■ Task goal
Please filter the entries and return only the lines that include "マンション".

═════ Records for this exercise

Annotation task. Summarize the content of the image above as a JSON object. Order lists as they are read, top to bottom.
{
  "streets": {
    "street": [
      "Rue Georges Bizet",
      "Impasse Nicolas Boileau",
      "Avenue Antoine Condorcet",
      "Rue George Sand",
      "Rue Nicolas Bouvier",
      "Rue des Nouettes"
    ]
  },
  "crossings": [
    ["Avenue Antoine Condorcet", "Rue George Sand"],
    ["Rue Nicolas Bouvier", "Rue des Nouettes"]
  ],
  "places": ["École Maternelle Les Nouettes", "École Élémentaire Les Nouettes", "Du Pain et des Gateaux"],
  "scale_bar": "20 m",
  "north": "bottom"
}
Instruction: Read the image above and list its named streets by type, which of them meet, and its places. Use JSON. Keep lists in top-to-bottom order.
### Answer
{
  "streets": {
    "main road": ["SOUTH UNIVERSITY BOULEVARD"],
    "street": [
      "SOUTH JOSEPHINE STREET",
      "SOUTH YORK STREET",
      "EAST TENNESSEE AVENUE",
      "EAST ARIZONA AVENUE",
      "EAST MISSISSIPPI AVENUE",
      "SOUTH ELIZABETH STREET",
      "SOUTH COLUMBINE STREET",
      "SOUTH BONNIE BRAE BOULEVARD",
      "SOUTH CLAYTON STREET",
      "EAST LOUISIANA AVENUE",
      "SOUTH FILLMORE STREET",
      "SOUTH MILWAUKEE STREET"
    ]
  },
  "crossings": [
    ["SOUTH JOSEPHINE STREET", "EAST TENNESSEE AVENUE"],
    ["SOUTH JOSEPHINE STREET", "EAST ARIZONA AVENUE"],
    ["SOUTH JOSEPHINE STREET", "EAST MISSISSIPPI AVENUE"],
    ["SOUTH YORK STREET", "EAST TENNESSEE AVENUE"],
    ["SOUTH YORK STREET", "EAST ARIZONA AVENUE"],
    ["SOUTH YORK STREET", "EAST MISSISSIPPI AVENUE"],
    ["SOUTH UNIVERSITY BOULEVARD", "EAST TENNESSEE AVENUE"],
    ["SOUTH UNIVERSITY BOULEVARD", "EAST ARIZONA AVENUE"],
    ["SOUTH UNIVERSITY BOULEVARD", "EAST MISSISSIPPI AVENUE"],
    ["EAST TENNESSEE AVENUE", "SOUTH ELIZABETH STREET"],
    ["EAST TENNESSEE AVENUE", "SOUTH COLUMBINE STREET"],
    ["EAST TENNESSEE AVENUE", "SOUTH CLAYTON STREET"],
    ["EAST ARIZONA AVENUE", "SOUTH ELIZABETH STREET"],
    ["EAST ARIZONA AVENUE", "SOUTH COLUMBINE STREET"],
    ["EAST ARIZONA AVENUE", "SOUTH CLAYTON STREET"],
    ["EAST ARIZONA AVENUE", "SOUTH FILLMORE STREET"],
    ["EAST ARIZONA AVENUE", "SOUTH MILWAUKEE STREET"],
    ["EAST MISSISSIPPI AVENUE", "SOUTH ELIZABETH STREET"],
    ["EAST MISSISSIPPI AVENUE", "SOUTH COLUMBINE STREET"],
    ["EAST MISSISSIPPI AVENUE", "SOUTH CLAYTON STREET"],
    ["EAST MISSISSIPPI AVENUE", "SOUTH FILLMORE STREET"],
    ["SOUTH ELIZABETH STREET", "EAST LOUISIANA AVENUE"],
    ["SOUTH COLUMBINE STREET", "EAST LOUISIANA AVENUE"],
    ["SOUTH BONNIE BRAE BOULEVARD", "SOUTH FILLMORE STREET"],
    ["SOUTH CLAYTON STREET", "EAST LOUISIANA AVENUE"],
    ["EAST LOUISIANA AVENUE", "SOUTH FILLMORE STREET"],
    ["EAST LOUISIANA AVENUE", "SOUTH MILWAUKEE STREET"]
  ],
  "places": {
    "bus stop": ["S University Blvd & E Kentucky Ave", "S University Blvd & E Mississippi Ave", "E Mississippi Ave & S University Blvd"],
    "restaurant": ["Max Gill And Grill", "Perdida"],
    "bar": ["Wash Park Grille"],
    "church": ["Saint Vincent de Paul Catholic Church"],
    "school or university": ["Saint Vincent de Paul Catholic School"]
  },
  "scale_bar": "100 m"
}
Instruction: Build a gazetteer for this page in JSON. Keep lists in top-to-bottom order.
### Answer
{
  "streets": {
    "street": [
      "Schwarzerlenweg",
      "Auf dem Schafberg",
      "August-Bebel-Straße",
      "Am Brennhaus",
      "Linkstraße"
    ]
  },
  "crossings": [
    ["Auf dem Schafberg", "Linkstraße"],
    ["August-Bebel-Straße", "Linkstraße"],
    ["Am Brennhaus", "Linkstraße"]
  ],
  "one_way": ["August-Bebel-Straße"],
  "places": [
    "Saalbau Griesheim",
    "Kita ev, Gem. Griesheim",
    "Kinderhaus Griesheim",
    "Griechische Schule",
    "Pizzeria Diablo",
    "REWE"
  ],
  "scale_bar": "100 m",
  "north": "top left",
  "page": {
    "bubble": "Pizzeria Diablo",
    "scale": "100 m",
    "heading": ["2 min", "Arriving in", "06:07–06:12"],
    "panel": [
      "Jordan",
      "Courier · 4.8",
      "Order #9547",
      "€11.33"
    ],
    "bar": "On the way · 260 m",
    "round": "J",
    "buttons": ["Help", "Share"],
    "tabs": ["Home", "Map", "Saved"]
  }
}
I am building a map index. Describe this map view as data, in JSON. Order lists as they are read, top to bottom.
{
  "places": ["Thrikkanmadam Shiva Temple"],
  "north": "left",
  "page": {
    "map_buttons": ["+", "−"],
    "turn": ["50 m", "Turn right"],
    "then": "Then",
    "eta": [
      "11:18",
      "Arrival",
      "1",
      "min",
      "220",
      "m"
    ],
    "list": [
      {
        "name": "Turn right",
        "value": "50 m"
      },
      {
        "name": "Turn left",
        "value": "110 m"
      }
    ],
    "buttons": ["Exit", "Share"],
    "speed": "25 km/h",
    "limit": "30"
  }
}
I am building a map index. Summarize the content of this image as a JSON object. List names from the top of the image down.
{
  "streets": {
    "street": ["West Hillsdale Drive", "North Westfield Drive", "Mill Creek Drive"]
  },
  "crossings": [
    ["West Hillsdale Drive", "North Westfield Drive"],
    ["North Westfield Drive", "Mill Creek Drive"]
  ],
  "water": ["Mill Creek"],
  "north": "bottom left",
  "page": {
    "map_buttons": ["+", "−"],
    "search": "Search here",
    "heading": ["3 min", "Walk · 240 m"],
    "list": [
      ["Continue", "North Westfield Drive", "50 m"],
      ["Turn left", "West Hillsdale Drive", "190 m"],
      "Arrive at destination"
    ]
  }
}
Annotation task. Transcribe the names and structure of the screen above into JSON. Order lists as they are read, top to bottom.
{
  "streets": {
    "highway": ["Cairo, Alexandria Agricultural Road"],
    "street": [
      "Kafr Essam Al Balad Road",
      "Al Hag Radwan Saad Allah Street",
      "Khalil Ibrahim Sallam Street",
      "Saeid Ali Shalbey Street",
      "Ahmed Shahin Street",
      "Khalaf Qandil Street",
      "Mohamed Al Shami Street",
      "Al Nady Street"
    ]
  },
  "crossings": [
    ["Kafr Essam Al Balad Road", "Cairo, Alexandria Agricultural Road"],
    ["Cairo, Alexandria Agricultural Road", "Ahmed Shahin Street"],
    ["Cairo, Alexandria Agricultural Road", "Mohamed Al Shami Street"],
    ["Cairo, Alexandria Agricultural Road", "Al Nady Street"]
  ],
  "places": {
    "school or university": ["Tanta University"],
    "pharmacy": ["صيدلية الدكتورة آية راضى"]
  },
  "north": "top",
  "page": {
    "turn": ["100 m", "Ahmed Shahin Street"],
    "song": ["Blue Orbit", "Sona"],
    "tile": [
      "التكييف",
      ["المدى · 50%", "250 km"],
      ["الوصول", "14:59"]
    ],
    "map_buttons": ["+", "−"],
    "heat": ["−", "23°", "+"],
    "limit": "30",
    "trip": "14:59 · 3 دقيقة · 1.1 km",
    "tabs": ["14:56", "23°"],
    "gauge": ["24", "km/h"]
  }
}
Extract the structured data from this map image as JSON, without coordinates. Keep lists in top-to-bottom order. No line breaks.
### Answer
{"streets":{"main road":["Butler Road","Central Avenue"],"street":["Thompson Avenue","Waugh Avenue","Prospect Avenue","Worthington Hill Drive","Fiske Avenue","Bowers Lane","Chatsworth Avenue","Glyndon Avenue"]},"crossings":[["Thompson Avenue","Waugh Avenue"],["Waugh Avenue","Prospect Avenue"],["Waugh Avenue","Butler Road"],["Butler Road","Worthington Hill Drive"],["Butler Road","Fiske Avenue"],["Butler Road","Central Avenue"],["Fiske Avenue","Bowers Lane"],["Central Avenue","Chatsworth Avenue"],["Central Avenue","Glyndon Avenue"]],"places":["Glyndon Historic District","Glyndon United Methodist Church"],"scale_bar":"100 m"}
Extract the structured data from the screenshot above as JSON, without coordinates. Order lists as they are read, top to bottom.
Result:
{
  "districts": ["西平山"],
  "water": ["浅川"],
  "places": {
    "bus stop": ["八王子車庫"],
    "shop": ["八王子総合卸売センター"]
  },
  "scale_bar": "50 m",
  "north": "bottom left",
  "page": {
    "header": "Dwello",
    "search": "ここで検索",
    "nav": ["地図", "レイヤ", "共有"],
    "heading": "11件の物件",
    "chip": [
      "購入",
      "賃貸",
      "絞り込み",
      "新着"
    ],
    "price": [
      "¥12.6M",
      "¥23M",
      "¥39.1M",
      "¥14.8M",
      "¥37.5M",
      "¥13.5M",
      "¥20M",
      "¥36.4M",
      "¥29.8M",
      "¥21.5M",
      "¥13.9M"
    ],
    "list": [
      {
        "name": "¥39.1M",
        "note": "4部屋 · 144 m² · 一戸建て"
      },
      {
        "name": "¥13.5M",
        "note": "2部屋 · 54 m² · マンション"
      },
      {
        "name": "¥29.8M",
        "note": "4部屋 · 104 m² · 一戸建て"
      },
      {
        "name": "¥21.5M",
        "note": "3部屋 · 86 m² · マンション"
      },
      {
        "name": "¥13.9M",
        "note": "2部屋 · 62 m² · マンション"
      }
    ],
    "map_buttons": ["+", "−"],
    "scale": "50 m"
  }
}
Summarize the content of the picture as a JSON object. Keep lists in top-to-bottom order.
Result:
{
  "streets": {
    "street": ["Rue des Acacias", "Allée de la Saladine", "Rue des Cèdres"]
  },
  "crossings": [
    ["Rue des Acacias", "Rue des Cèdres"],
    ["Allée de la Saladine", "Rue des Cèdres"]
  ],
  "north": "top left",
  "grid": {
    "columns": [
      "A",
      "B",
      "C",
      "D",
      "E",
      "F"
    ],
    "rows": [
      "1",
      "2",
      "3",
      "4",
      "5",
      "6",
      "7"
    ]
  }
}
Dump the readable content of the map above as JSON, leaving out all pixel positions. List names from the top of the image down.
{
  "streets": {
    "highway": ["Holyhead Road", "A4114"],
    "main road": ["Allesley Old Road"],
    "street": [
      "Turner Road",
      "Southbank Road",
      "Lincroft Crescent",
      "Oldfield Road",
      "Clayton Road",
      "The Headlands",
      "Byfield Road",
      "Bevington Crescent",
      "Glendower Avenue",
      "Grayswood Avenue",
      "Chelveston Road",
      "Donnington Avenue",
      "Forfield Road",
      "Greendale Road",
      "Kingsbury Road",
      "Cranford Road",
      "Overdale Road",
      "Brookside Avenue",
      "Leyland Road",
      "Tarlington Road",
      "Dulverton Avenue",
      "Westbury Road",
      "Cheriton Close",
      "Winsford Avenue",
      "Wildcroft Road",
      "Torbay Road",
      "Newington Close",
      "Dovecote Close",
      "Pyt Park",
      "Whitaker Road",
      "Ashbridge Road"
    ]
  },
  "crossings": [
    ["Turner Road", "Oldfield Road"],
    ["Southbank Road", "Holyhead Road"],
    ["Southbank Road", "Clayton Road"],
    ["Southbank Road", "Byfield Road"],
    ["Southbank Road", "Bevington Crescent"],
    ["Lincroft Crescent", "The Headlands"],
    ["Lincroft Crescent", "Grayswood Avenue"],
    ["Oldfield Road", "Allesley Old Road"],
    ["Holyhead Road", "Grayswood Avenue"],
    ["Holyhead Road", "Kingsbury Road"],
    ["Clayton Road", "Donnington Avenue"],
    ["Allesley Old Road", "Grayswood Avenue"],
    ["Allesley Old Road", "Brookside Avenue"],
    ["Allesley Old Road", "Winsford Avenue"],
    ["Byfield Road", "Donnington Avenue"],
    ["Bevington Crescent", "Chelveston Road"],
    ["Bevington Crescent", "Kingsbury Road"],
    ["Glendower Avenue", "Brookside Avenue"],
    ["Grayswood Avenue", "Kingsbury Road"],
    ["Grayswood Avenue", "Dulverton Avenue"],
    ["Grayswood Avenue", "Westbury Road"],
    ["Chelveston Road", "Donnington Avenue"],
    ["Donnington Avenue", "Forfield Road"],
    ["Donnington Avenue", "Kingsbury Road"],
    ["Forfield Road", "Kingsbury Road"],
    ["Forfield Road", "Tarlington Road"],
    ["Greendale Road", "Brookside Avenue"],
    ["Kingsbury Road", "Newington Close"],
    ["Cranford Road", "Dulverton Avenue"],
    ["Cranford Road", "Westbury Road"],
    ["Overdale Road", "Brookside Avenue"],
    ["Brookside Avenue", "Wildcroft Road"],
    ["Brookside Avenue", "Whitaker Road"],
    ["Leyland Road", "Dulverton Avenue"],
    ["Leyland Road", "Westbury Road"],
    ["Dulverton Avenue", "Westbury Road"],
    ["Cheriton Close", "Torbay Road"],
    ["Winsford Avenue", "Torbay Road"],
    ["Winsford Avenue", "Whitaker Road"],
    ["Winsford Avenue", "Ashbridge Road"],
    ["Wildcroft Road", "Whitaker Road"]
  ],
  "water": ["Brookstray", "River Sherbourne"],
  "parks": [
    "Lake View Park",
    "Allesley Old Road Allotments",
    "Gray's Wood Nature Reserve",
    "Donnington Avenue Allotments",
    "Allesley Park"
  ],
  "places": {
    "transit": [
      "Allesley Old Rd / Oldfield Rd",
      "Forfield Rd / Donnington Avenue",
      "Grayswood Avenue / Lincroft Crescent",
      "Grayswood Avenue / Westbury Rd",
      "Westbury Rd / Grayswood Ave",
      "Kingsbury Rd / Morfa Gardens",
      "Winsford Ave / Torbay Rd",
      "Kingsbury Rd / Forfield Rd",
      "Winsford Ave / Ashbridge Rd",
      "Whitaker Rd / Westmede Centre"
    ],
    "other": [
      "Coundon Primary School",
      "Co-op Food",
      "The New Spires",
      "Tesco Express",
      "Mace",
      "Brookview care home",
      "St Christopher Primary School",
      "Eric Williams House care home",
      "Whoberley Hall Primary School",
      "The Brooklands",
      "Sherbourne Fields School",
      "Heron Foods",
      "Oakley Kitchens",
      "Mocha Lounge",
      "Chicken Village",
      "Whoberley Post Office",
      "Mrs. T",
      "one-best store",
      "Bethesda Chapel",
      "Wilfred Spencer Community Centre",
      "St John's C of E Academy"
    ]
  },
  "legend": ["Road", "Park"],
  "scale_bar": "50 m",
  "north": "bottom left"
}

══════════

■ Exercise solution
        "note": "2部屋 · 54 m² · マンション"
        "note": "3部屋 · 86 m² · マンション"
        "note": "2部屋 · 62 m² · マンション"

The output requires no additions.